5 / LA NOSTRA GUERRA / I TEDESCHI A MACCHIA D’OLIO
La reazione tedesca all’annuncio dell’armistizio tra italiani ed alleati, se non viene attuata lo stesso 8 settembre, trova preciso e puntuale riscontro nei giorni immediatamente successivi ed interessa altri comuni ancora della provincia: ad Alvito, i tedeschi prendono possesso di palazzo Sipari e sistemano il loro comando poco più avanti, a metà di corso Gallio; ad Atina requisiscono il “Circolo dell’Unione”, che trasformano in mensa e ritrovo, ed occupano l’ospedale, la caserma dei carabinieri, l’edificio scolastico, il municipio ed altri locali; un presidio tedesco s’insedia a Guarcino soprattutto per poter controllare il traffico sulla Sublacense, una strada molto utile per i movimenti di truppe o per i rifornimenti essendo essa più appartata sia della Casilina che dell’Appia.
Se a Veroli, quel 9 settembre, scrive Mario Brocchi, «alcuni soldati tedeschi, su di una macchina, scorrazzavano baldanzosamente per la città e, in odio a Casa Sabaudia, abbatterono la targa di ‘Via Vittorio Emanuele’». ad Alatri, annota Angelo Sacchetti Sassetti, essi «appaiono tristi e nervosi. Vanno e vengono in automobile, armati di moschetti a mitragliatrice». Riferisce Raffaele Nardoianniche «il giorno seguente all’armistizio, il nostro cuore si era aperto alla speranza, perché Piedimonte in tutta fretta venne completamente sgombrata. I tedeschi avevano caricato gli automezzi, tolto i fili telefonici che a grossi fasci erano piazzati lungo le strade, e, con generale sollievo, se ne erano partiti. Sulla strada Casilina si notavano, allora, interminabili file di autocarri che si dirigevano verso Roma. Ciò costituiva la liberazione da quella indicibile oppressione che ci teneva tutti pensosi. Ma poi, la visione di altrettanti automezzi che filavano verso Napoli, offuscava gli animi distruggendo ogni speranza.

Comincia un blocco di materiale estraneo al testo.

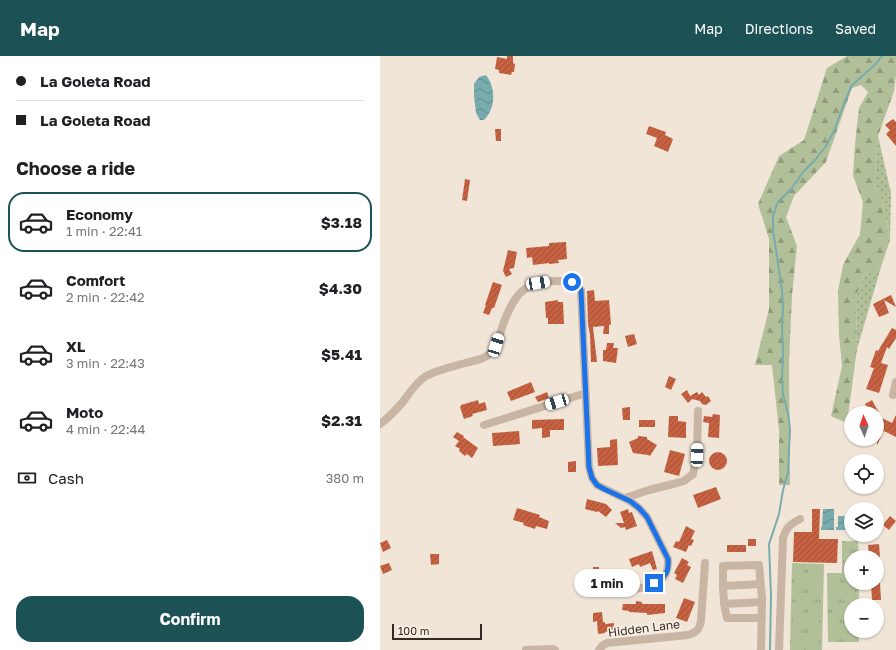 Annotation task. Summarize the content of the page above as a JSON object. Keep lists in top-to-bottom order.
{
  "streets": {
    "street": ["Hidden Lane"]
  },
  "scale_bar": "100 m",
  "north": "top",
  "page": {
    "header": "Map",
    "nav": ["Map", "Directions", "Saved"],
    "banner": ["La Goleta Road", "La Goleta Road"],
    "heading": "Choose a ride",
    "list": [
      {
        "name": "Economy",
        "note": "1 min · 22:41",
        "value": "$3.18"
      },
      {
        "name": "Comfort",
        "note": "2 min · 22:42",
        "value": "$4.30"
      },
      {
        "name": "XL",
        "note": "3 min · 22:43",
        "value": "$5.41"
      },
      {
        "name": "Moto",
        "note": "4 min · 22:44",
        "value": "$2.31"
      }
    ],
    "map_buttons": ["+", "−"],
    "pay": ["Cash", "380 m"],
    "bubble": "1 min",
    "buttons": "Confirm",
    "scale": "100 m"
  }
} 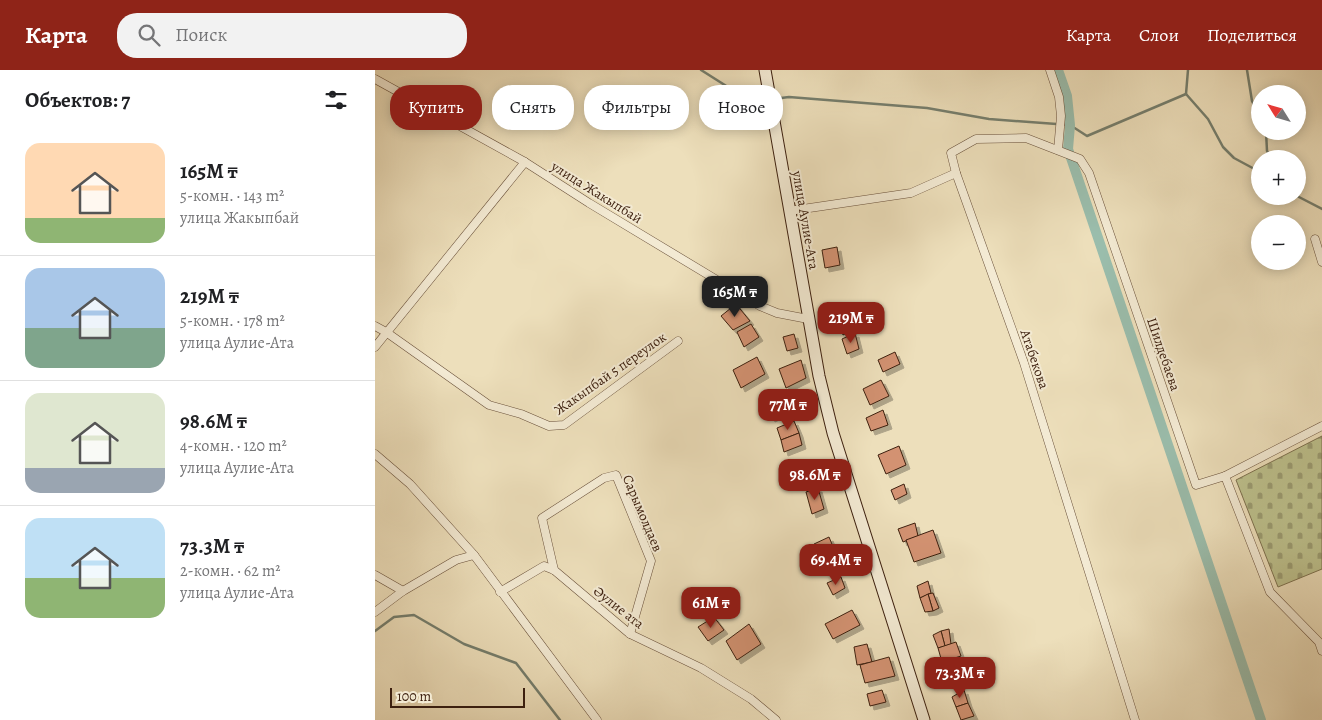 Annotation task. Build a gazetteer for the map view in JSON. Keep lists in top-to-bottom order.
{
  "streets": {
    "main road": ["улица Аулие-Ата"],
    "street": [
      "улица Жакыпбай",
      "Шилдебаева",
      "Атабекова",
      "Жакыпбай 5 переулок",
      "Сарымолдаев",
      "Әулие ата"
    ]
  },
  "crossings": [
    ["улица Жакыпбай", "улица Аулие-Ата"],
    ["Шилдебаева", "Атабекова"],
    ["Сарымолдаев", "Әулие ата"]
  ],
  "scale_bar": "100 m",
  "north": "top left",
  "page": {
    "header": "Карта",
    "search": "Поиск",
    "nav": ["Карта", "Слои", "Поделиться"],
    "heading": "Объектов: 7",
    "map_buttons": ["+", "−"],
    "chip": [
      "Купить",
      "Снять",
      "Фильтры",
      "Новое"
    ],
    "list": [
      {
        "name": "165M ₸",
        "note": "5-комн. · 143 m² · улица Жакыпбай"
      },
      {
        "name": "219M ₸",
        "note": "5-комн. · 178 m² · улица Аулие-Ата"
      },
      {
        "name": "98.6M ₸",
        "note": "4-комн. · 120 m² · улица Аулие-Ата"
      },
      {
        "name": "73.3M ₸",
        "note": "2-комн. · 62 m² · улица Аулие-Ата"
      }
    ],
    "price": [
      "165M ₸",
      "219M ₸",
      "77M ₸",
      "98.6M ₸",
      "69.4M ₸",
      "61M ₸",
      "73.3M ₸"
    ],
    "scale": "100 m"
  }
} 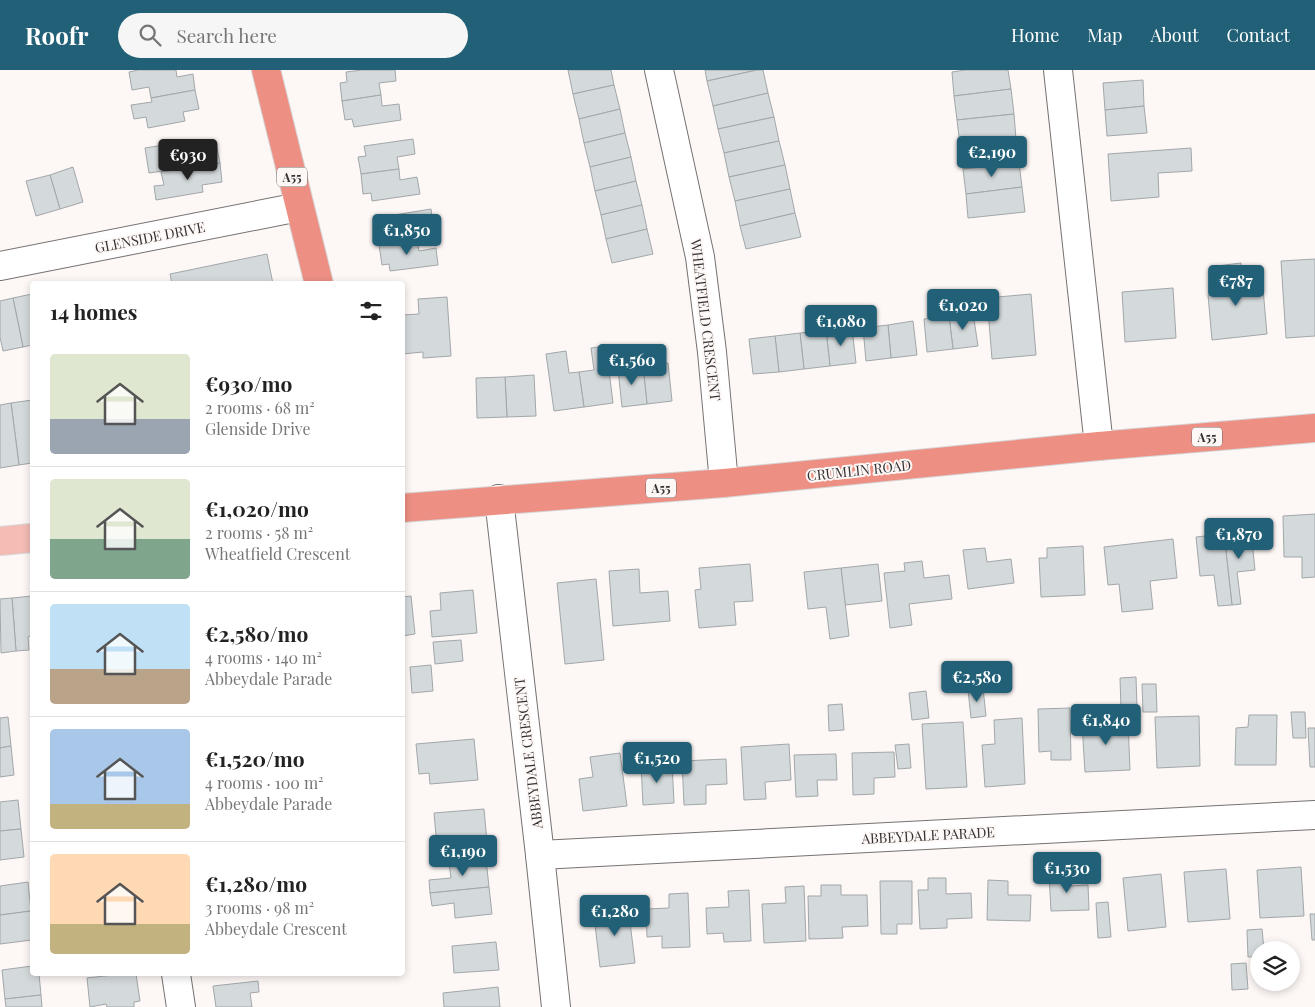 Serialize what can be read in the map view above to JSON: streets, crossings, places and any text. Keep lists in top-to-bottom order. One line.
{"streets":{"highway":["A55","CRUMLIN ROAD"],"street":["GLENSIDE DRIVE","WHEATFIELD CRESCENT","ABBEYDALE CRESCENT","ABBEYDALE PARADE"]},"crossings":[["A55","GLENSIDE DRIVE"],["WHEATFIELD CRESCENT","CRUMLIN ROAD"],["CRUMLIN ROAD","ABBEYDALE CRESCENT"],["ABBEYDALE CRESCENT","ABBEYDALE PARADE"]],"page":{"header":"Roofr","search":"Search here","nav":["Home","Map","About","Contact"],"price":["€2,190","€930","€1,850","€787","€1,020","€1,080","€1,560","€1,870","€2,580","€1,840","€1,520","€1,190","€1,530","€1,280"],"heading":"14 homes","list":[{"name":"€930/mo","note":"2 rooms · 68 m² · Glenside Drive"},{"name":"€1,020/mo","note":"2 rooms · 58 m² · Wheatfield Crescent"},{"name":"€2,580/mo","note":"4 rooms · 140 m² · Abbeydale Parade"},{"name":"€1,520/mo","note":"4 rooms · 100 m² · Abbeydale Parade"},{"name":"€1,280/mo","note":"3 rooms · 98 m² · Abbeydale Crescent"}]}} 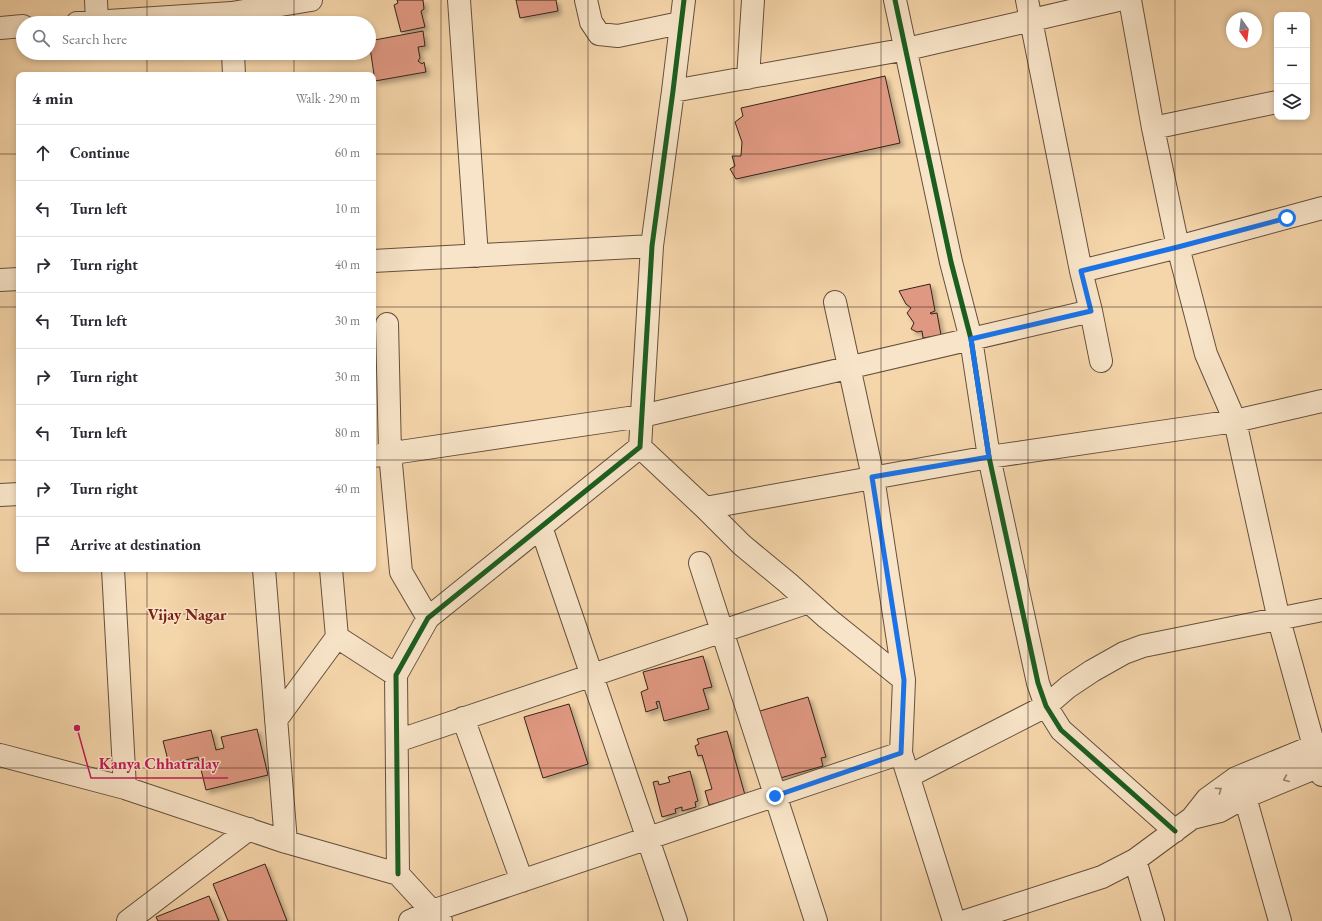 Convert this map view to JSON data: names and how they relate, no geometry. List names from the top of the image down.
{
  "districts": ["Vijay Nagar"],
  "places": ["Kanya Chhatralay"],
  "north": "bottom",
  "page": {
    "map_buttons": ["+", "−"],
    "search": "Search here",
    "heading": ["4 min", "Walk · 290 m"],
    "list": [
      ["Continue", "60 m"],
      ["Turn left", "10 m"],
      ["Turn right", "40 m"],
      ["Turn left", "30 m"],
      ["Turn right", "30 m"],
      ["Turn left", "80 m"],
      ["Turn right", "40 m"],
      "Arrive at destination"
    ]
  }
}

«Si contavano, tanto per trovare qualche motivo di sollievo, le macchine che marciavano verso l’una e l’altra direzione, ma, purtroppo, quelle dirette verso Napoli erano in numero superiore».
Ad Esperia, testimonia Bruno D’Epiro, «la caserma dei Carabinieri fu abbandonata e il Maresciallo Giovanni Saviano, comandante della Stazione, preferì allontanarsi e rifugiarsi nella contrada Bisciandrone in attesa degli eventi».
A Castellaccio, presso Anagni, verso sera ci sono spari ed incidenti. Padre Igino Basilicichiarisce che «si tratta di reparti tedeschi che tentano di disarmare reparti italiani».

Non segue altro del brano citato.